As of yesterday, all of Spain sits under a newly-enacted State of Alarm. Version II is much lighter than March’s was — we aren’t confined to our houses, just subject to curfews* and building capacity restrictions — but the silence this morning, so complete that it was practically touchable, yanked me back to Covid’s earliest days.
If I wanted to describe the location of our apartment in progressively granular ways, I’d say: we live in Madrid, in the neighborhood of Chamberí, in the sub-section of Chamberí called Gaztambide, inside the six-block area of Gaztambide serviced by the Guzmán el Bueno Health Center.
Chamberí is often labeled the most castizo — authentic or traditional— of Madrid neighborhoods. Though I think that description really depends on how you choose to define authentic, Chamberí is arguably less touristy than the more central neighborhoods and less pijo (posh) than Salamanca, home of Gucci and Madrid’s Golden Mile. Each of Chamberí’s six sub-neighborhoods has its own flavor. Almagro, containing the former mansions of the 19th century elite, feels sedate and fin de siècle. The northern two areas, Rio Rosas and Vallehermoso, dotted with high-rise brutalist apartment buildings, scream out that they were built up in the 1960s and 70s.

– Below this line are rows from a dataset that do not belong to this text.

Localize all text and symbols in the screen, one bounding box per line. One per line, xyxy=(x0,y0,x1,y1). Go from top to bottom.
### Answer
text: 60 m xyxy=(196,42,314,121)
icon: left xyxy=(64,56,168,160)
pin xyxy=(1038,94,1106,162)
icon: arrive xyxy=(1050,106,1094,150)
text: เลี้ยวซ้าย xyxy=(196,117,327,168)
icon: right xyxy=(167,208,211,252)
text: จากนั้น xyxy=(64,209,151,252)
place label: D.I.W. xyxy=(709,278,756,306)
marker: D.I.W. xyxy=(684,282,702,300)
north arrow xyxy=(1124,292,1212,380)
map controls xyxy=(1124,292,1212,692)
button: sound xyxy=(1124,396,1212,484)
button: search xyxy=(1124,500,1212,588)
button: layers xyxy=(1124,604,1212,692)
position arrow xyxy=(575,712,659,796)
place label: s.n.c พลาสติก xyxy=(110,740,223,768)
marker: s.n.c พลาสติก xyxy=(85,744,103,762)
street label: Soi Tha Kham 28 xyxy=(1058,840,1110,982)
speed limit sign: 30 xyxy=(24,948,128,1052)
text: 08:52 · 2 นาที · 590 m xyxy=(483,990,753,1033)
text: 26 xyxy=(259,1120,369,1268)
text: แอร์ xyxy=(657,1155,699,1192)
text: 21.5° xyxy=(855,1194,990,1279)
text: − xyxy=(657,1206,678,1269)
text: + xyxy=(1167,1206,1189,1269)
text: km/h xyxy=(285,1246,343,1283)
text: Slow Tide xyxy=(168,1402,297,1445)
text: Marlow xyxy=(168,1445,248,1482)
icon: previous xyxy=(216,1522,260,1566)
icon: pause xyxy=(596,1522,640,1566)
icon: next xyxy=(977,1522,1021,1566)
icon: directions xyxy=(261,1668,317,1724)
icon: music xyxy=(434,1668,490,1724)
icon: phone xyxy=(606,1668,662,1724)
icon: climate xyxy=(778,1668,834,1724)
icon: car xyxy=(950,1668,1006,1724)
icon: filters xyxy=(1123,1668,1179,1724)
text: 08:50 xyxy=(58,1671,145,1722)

Gaztambide, the westernmost area, within a stone’s throw of several universities, feels scrappier. The siege of Madrid during the Spanish Civil War hit Gaztambide particularly hard, because it was so close to the western front. Nowadays, in Gaztambide, students who sit in the cafes in packs, families navigating the streets with scooters, bikes, and strollers, and the elderly who nurse their cañas in the cafes all rub shoulders. Our streets are dirtier; Gaztambide dog owners are congenitally incapable of scooping their poop.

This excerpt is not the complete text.